[[ DATA FOR ANALYSIS, beginning ]]
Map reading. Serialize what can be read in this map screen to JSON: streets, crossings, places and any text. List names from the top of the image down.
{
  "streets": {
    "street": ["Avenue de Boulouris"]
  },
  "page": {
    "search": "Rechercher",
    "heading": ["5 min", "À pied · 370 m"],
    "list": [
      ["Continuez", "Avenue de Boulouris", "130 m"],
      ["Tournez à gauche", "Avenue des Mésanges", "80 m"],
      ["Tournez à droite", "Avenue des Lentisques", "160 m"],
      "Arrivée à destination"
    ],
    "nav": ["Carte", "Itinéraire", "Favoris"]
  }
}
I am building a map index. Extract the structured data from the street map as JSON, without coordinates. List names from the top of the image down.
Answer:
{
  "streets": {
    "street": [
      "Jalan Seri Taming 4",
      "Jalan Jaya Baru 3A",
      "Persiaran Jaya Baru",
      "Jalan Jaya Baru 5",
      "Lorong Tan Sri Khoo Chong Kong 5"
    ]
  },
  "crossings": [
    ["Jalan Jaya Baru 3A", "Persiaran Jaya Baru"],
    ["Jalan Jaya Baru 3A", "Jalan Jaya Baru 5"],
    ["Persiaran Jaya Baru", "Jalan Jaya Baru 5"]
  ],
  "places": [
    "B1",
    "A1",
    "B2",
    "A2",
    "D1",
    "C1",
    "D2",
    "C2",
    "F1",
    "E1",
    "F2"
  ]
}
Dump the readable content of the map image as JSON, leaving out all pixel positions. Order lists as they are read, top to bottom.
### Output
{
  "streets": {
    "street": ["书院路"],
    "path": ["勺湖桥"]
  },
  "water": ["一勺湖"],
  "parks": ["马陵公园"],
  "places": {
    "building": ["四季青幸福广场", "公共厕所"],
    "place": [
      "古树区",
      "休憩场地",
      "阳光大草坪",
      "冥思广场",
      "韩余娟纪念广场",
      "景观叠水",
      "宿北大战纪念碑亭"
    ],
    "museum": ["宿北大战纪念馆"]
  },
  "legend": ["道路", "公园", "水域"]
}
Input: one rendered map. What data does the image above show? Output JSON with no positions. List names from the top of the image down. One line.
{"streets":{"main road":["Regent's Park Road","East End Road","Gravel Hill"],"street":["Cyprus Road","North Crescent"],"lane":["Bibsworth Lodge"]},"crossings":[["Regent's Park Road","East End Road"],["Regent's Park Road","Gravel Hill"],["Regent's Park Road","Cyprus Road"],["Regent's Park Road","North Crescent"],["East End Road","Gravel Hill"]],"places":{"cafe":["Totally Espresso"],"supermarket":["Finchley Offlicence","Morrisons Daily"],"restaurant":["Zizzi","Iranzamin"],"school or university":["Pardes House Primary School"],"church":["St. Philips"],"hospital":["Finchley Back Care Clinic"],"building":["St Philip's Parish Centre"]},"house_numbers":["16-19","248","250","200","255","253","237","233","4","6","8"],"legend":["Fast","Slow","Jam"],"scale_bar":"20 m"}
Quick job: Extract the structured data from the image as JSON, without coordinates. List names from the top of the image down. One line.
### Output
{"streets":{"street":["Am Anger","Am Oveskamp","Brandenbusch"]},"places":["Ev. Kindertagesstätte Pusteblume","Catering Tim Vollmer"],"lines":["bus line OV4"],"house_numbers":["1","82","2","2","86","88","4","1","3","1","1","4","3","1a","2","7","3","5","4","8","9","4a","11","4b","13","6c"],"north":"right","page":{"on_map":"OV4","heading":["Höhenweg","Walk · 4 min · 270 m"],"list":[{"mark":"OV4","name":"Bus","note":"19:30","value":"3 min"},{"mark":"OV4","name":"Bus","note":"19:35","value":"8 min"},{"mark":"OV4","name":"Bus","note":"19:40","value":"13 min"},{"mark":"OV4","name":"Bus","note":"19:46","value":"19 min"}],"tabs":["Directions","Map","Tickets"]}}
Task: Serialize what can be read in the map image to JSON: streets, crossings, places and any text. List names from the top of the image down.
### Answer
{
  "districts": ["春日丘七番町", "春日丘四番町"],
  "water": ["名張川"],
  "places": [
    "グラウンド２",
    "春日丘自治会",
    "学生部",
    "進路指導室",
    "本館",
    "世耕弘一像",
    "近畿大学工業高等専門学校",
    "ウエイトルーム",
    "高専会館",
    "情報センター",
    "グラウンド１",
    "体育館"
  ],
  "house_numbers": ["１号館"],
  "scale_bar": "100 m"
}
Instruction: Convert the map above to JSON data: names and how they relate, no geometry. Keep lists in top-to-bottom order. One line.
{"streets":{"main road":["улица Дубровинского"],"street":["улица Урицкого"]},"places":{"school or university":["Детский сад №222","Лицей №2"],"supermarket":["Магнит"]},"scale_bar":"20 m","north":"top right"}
[[ DATA FOR ANALYSIS, end ]]
*EXERCISE DETAILS*.
Each line from the one containing "Task: Serialize what" to the close of the records must appear in the output exactly, and no other line.

*EXERCISE SOLUTION*.
Task: Serialize what can be read in the map image to JSON: streets, crossings, places and any text. List names from the top of the image down.
### Answer
{
  "districts": ["春日丘七番町", "春日丘四番町"],
  "water": ["名張川"],
  "places": [
    "グラウンド２",
    "春日丘自治会",
    "学生部",
    "進路指導室",
    "本館",
    "世耕弘一像",
    "近畿大学工業高等専門学校",
    "ウエイトルーム",
    "高専会館",
    "情報センター",
    "グラウンド１",
    "体育館"
  ],
  "house_numbers": ["１号館"],
  "scale_bar": "100 m"
}
Instruction: Convert the map above to JSON data: names and how they relate, no geometry. Keep lists in top-to-bottom order. One line.
{"streets":{"main road":["улица Дубровинского"],"street":["улица Урицкого"]},"places":{"school or university":["Детский сад №222","Лицей №2"],"supermarket":["Магнит"]},"scale_bar":"20 m","north":"top right"}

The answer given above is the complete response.